DIRECTIONS FOR THIS TASK | Copy every line of the following data that includes the string "serif".

Entries taken from a collection
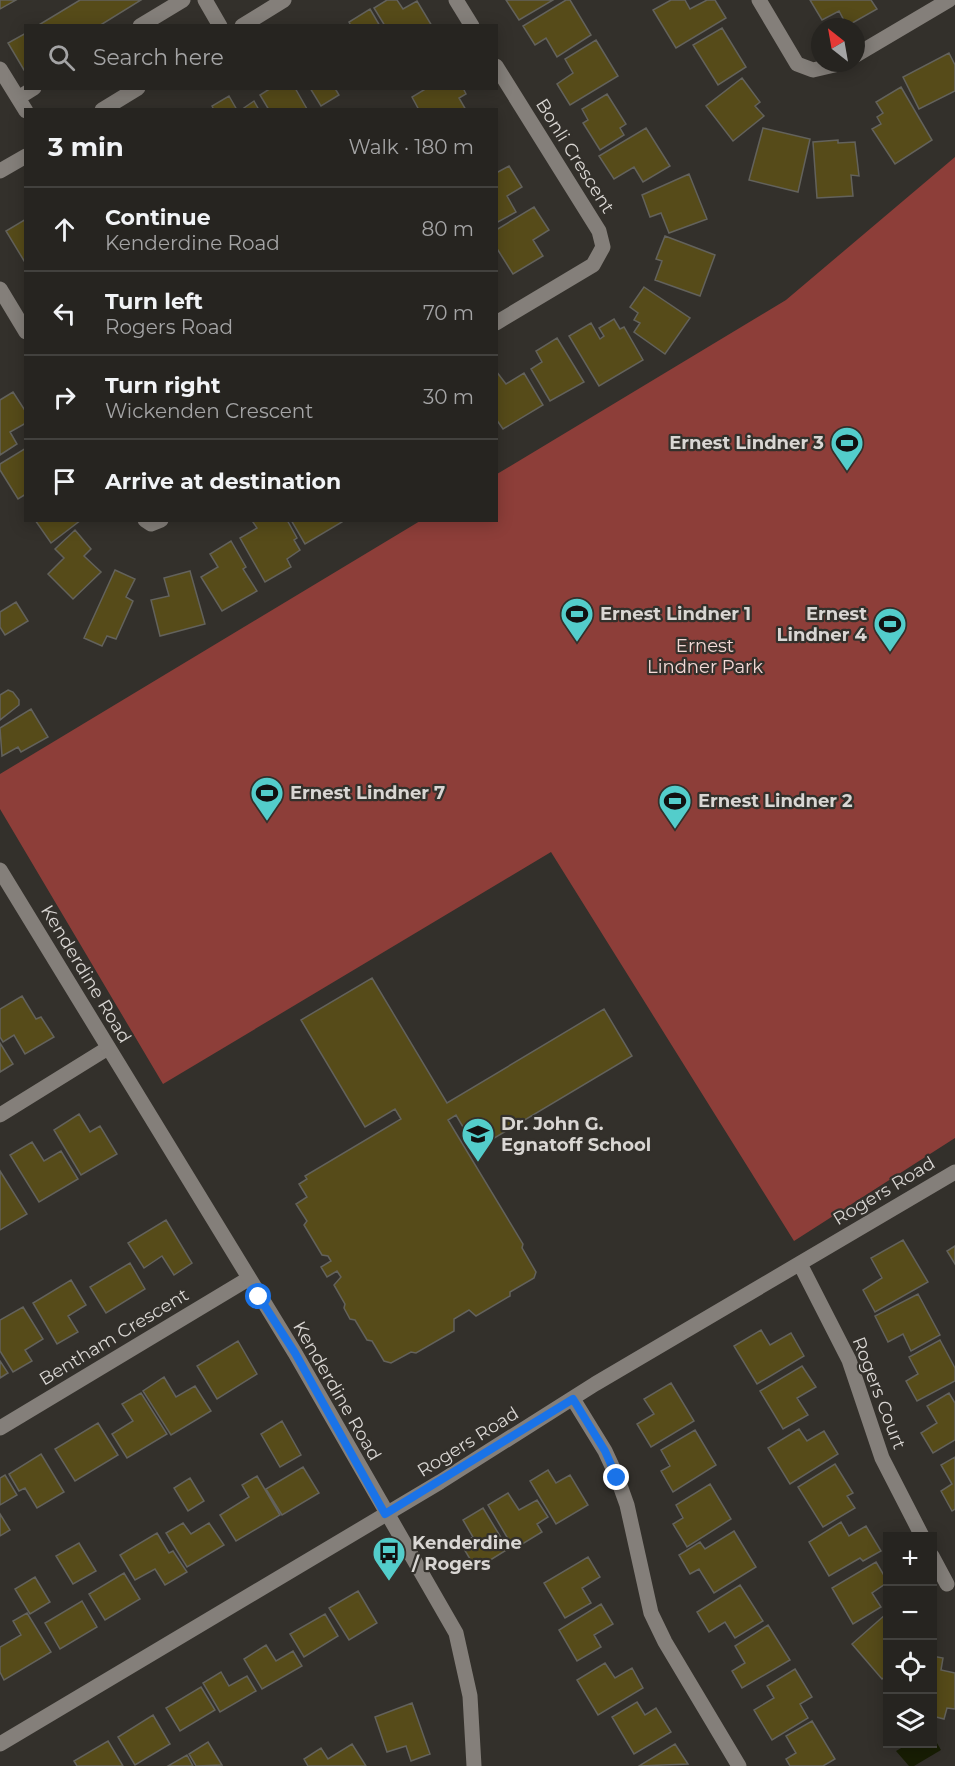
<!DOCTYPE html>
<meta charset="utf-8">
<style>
:root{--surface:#262420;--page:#2e2c29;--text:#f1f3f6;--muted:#a4a4a5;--line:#42413e}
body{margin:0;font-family:Montserrat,sans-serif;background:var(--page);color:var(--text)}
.controls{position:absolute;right:18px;bottom:18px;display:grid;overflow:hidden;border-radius:0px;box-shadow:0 3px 15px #0003}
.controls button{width:54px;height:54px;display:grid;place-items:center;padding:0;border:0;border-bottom:2px solid var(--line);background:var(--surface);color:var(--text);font:30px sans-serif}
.compass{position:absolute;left:811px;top:18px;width:54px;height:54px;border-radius:50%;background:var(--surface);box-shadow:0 3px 15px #0003;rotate:329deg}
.stop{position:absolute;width:18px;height:18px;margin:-14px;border:4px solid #1a73e8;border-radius:50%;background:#fff}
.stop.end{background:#1a73e8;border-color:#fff;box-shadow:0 2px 6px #0008}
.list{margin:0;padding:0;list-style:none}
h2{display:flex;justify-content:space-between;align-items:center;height:78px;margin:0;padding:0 24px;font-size:26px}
h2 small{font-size:20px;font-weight:400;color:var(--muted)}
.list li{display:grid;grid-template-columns:39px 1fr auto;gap:18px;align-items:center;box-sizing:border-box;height:84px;padding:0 24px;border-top:2px solid var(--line)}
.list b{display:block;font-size:22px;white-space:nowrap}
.list p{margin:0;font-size:20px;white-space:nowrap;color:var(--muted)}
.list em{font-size:20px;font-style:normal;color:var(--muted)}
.icon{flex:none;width:33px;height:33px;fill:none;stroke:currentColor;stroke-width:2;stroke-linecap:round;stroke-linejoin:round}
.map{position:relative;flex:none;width:955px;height:1766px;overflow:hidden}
.search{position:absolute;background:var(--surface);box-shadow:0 3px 15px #0003;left:24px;top:24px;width:474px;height:66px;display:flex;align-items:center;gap:15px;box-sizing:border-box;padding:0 21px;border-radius:0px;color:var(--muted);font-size:22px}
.panel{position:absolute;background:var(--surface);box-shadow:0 3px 15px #0003;left:24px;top:108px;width:474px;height:414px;border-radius:0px}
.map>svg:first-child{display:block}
.green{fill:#8d3e39}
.water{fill:#181e04}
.building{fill:#564b19;stroke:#63625c;stroke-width:1.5}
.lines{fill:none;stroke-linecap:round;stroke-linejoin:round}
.minor{stroke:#847f7a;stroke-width:15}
.tertiary{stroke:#847f7a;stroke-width:15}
.route{stroke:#1a73e8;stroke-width:8}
.labels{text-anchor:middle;stroke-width:4.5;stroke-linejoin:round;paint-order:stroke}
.street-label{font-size:18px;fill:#d9d6d3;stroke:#33302b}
.poi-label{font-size:18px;font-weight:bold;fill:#d9d6d3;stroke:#33302b;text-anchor:start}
.park-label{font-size:18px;fill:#f4dad7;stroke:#33302b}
</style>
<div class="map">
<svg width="955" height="1766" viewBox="0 0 955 1766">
<rect width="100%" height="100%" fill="#33302b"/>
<path class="green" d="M955,157V1138L794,1241L551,852L163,1084L0,809V774L420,521L496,520L497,474L786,300Z"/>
<path class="water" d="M933,1736L941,1750L914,1766H909L896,1751L908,1744H932Z"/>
<path class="building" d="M0,0H16L0,9Z
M80,0H141L99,26H37Z
M387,0H397L403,9L417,1L432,26H385L374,8Z
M506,0H553L519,20Z
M566,0H570L591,35L557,57L546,38L535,45L523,26Z
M671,0H685L690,9L707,0H715L726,18L676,48L653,10Z
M810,0H871L877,9L847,26L839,11L822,20Z
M370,9L380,26H351L349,22Z
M722,28L746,67L718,85L693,45Z
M26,33V69L24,70L8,43Z
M596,40L618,76L570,105L557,84L573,73L565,59Z
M949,53L955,65V91L919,109L903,77Z
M742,78L760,102L755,106L764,116L733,141L706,106Z
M901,87L932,140L895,164L872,129L881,124L877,117L883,113L876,102Z
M271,88H295L307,109L269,110L260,95Z
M310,88H338L336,90L339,95L321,106Z
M427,88H463L466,94L459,98L466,110H419L412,97Z
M607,94L626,124L620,128L624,135L600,150L583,123L588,120L582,109Z
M229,96L237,110H214L212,106Z
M254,101L259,110H241Z
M646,128L670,166L643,182L634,167L614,179L599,156Z
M763,128L810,139L798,192L749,180Z
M838,140V143L855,142L859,176L851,175L853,196L817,198L813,142Z
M509,166L522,187L507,196L516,212L496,223V173Z
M689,174L707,219L669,233L661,213L650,217L642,195Z
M534,207L549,230L533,240L543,256L513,274L496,247V230Z
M26,219V264L6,231Z
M665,236L715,255L700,296L655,280L662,261L656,259Z
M644,287L690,318L665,354L634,332L640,323L634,320L638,313L630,307Z
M614,319L620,329L624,327L643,360L599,386L569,336L591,323L600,339L604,336L599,328Z
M557,338L584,382L550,401L531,369L542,362L536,351Z
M496,371L506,384L524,373L543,405L503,429L496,419Z
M13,392L26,412V423L10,432L17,444L0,455V400Z
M26,448V494L18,499L0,470V464Z
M35,520H81L51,543Z
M255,520H287L297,538L294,540L300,550L287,559L291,567L265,582L240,538L257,528L253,522Z
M291,520H341L342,522L305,544Z
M75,530L91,549L84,556L101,572L73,599L48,574L64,558L55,549Z
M231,541L246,567L243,569L257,591L222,611L201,577L218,567L210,554Z
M115,570L135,579L126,597L133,601L116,639L107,636L102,646L84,638Z
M190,571L205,624L160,636L151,600L169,596L164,578Z
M16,602L28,621L5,635L0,627V612Z
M8,690L13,692L19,700V705L0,720V695Z
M31,709L48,737L21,752L18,747L2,756L0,728Z
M372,978L447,1103L604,1009L632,1056L476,1149L456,1115L448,1120L523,1244L522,1248L536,1272L534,1278L510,1292V1296L476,1316L469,1310L454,1319V1331L416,1353L411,1352L391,1363L384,1361L372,1341L367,1340L355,1320L350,1319L344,1308L345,1304L334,1285L341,1277L337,1271L327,1277L321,1267L331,1261L328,1256L322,1255L304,1225L307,1221L296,1204L307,1197L299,1184L307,1179L305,1176L401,1119L395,1109L365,1127L301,1020Z
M22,996L36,1019L41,1017L54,1037L25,1054L14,1035L3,1042L0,1037V1009Z
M0,1043L13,1064L0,1072Z
M79,1114L90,1132L100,1126L117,1154L81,1175L54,1130Z
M32,1142L44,1161L61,1151L78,1179L39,1202L10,1155Z
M0,1171L27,1214L0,1230Z
M166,1220L192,1263L174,1275L162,1256L144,1268L128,1243Z
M903,1240L928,1282L875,1312L863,1290L882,1278L871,1258Z
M955,1246V1264L947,1251Z
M130,1263L145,1289L106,1313L90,1287Z
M71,1280L86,1305L68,1316L78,1332L57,1344L33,1303Z
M918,1294L940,1335L911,1351L903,1334L888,1342L875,1316Z
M23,1307L43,1339L25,1350L32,1361L13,1372L0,1351V1320Z
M761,1330L770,1345L791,1333L804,1356L757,1384L734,1346Z
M940,1340L955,1368V1381L917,1401L906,1381L918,1374L909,1357Z
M238,1341L257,1374L217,1399L197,1366Z
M0,1361L8,1373L0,1378Z
M802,1366L816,1387L797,1398L808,1415L783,1429L760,1391Z
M164,1377L176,1397L195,1386L211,1411L171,1435L143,1391Z
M671,1383L694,1421L651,1447L637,1424L654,1414L644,1399Z
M141,1393L167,1434L127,1458L112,1434L133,1421L122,1404Z
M949,1393L955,1403V1440L933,1453L921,1433L937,1423L927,1406Z
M282,1421L301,1455L280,1467L261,1434Z
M98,1423L118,1455L75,1481L55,1449Z
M799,1429L807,1441L824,1431L838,1454L790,1484L768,1448Z
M695,1430L716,1465L673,1492L661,1471L670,1466L661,1450Z
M41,1454L64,1492L37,1508L25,1488L19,1491L9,1474Z
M955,1457V1509L952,1511L941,1491L952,1484L941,1465Z
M835,1464L853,1493L847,1496L855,1508L823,1527L798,1487Z
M303,1467L319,1493L282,1515L266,1489Z
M548,1470L556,1483L570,1475L588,1505L556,1524L530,1481Z
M5,1475L17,1495L0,1505V1478Z
M257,1476L280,1515L236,1541L220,1515L249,1497L242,1485Z
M190,1478L204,1501L188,1511L174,1488Z
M710,1484L731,1519L687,1547L673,1524L683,1518L676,1505Z
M508,1493L519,1510L537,1500L548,1517L537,1524L542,1532L514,1549L488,1505Z
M483,1508L508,1549L476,1569L461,1544L473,1537L463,1520Z
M0,1514L10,1530L0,1536Z
M841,1522L849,1536L866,1526L881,1551L863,1561L860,1558L829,1576L809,1542Z
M183,1523L191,1534L209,1523L224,1545L187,1567L166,1533Z
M734,1531L756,1567L714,1593L699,1569L690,1574L679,1555L700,1542L705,1549Z
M157,1533L169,1553L173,1551L187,1572L165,1585L155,1569L135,1580L120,1555Z
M79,1543L96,1571L73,1584L56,1556Z
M588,1557L600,1577L582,1588L591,1603L565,1618L544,1583Z
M876,1562L888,1582L872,1593L881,1607L853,1624L832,1588Z
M124,1573L140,1599L105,1620L89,1594Z
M35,1577L50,1602L30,1614L15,1589Z
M740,1585L763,1621L735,1638L725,1622L709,1632L697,1612Z
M358,1591L377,1623L349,1640L329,1608Z
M82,1601L97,1627L60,1649L45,1623Z
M601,1604L613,1624L594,1635L601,1647L577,1661L559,1630Z
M27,1613L51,1652L4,1680L0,1672V1647L21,1635L13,1621Z
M325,1614L338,1636L304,1657L290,1634Z
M886,1614L888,1674L882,1679L852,1644Z
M768,1625L790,1660L742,1688L732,1671L745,1663L735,1646Z
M266,1645L276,1661L293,1651L302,1666L262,1689L244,1659Z
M932,1656L943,1658L941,1670L955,1673V1709L947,1708L944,1719L932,1716Z
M605,1663L615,1678L632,1668L643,1688L598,1715L577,1680Z
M795,1669L812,1697L800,1704L808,1718L772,1740L754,1710L774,1698L767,1686Z
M221,1672L229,1686L247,1676L256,1691L220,1712L203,1683Z
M201,1687L215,1710L180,1731L166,1708Z
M637,1702L645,1715L656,1708L671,1732L634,1754L612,1717Z
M412,1703L430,1754L411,1761L406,1746L387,1752L375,1717Z
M153,1715L170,1744L135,1765L118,1737Z
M812,1721L835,1759L823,1766H790L786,1759L796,1753L786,1736Z
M108,1741L123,1766H77L74,1761Z
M208,1742L222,1765L196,1766L189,1754Z
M352,1744L366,1766H308L304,1759L321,1748L328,1759Z
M675,1744L688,1764L639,1766Z
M187,1755L193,1766H168Z"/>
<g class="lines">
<path class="minor" d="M205,0L220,26
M456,0L472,26
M759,0L797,64L813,70L843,63
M140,26L183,0
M856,55L949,0
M496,66L599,231L603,247L593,265L496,323
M0,69L26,111
M18,98L34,88
M0,289L26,332
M145,520L151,524L161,520
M0,1115L108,1048
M800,1264L849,1360L882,1458L922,1536
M573,1399L605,1451L617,1477L627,1505L651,1613L665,1642L739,1766
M0,1428L248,1279
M932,1556L947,1584
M0,1744L440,1482L595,1384L955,1172"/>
<path class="tertiary" d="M242,26L284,0
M102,110L138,88
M0,171L26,156
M0,870L295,1353L456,1633L470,1696L474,1766"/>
</g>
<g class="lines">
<path class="route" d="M259,1297L295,1353L385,1514L573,1399L605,1451L617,1478"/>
</g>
<defs>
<g id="stadium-pin" transform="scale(1.725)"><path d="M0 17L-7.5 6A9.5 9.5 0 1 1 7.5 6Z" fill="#53cdcb" stroke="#33302b"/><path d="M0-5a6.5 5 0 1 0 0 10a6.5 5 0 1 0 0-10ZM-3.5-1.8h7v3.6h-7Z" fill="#111"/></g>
<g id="school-pin" transform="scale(1.725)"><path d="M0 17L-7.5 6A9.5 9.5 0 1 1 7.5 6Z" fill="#53cdcb" stroke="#33302b"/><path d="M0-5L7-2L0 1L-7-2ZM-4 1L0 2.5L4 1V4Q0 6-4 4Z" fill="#111"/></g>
<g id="bus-pin" transform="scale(1.725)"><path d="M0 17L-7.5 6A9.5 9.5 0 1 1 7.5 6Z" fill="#53cdcb" stroke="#33302b"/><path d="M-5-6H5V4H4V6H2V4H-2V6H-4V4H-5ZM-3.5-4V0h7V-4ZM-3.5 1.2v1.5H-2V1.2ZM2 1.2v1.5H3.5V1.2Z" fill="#111"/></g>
</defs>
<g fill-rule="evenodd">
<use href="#stadium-pin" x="847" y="443"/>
<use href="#stadium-pin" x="577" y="614"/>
<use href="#stadium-pin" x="890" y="624"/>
<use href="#stadium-pin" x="267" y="793"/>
<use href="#stadium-pin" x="675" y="801"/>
<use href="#school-pin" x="478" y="1134"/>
<use href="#bus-pin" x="389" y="1553"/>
</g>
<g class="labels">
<g class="street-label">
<text transform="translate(575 156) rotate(58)" y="6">Bonli Crescent</text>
<text transform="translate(86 974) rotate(59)" y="6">Kenderdine Road</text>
<text transform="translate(884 1191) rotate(-31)" y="6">Rogers Road</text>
<text transform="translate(114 1337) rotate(-31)" y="6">Bentham Crescent</text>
<text transform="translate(337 1391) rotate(60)" y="6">Kenderdine Road</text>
<text transform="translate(879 1393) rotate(69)" y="6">Rogers Court</text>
<text transform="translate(468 1442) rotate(-32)" y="6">Rogers Road</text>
</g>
<g class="poi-label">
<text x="824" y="449" text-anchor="end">Ernest Lindner 3</text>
<text x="600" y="620">Ernest Lindner 1</text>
<text x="867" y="620" text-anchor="end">Ernest<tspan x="867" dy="21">Lindner 4</tspan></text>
<text x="290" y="799">Ernest Lindner 7</text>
<text x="698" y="807">Ernest Lindner 2</text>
<text x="501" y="1130">Dr. John G.<tspan x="501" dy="21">Egnatoff School</tspan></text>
<text x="412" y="1549">Kenderdine<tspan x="412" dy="21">/ Rogers</tspan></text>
</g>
<g class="park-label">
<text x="705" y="652">Ernest<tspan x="705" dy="21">Lindner Park</tspan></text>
</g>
</g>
</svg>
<div class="controls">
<button>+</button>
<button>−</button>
<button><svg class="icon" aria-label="locate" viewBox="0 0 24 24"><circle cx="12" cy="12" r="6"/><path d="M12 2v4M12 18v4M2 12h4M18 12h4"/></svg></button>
<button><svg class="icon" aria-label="layers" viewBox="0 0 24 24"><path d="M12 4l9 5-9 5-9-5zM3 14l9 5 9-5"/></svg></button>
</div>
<svg class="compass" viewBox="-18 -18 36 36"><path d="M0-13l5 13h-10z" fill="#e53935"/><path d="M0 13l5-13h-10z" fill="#a4a4a5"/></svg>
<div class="stop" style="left:259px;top:1297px"></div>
<div class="stop end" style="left:617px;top:1478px"></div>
<div class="search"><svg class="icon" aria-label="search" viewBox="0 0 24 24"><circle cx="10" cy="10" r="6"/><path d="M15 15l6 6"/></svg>Search here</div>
<section class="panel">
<h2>3 min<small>Walk · 180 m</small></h2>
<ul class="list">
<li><svg class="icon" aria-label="ahead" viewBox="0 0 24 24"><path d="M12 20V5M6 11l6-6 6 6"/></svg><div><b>Continue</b><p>Kenderdine Road</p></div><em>80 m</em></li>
<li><svg class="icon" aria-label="left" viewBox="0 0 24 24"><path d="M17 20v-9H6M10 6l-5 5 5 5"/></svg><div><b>Turn left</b><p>Rogers Road</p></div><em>70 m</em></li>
<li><svg class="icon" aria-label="right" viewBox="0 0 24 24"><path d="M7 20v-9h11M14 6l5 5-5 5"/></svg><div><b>Turn right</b><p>Wickenden Crescent</p></div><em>30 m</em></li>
<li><svg class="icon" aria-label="arrive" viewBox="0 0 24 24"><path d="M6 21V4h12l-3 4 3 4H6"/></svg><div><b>Arrive at destination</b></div></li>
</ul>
</section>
</div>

RESPONSE BELOW |
body{margin:0;font-family:Montserrat,sans-serif;background:var(--page);color:var(--text)}
.controls button{width:54px;height:54px;display:grid;place-items:center;padding:0;border:0;border-bottom:2px solid var(--line);background:var(--surface);color:var(--text);font:30px sans-serif}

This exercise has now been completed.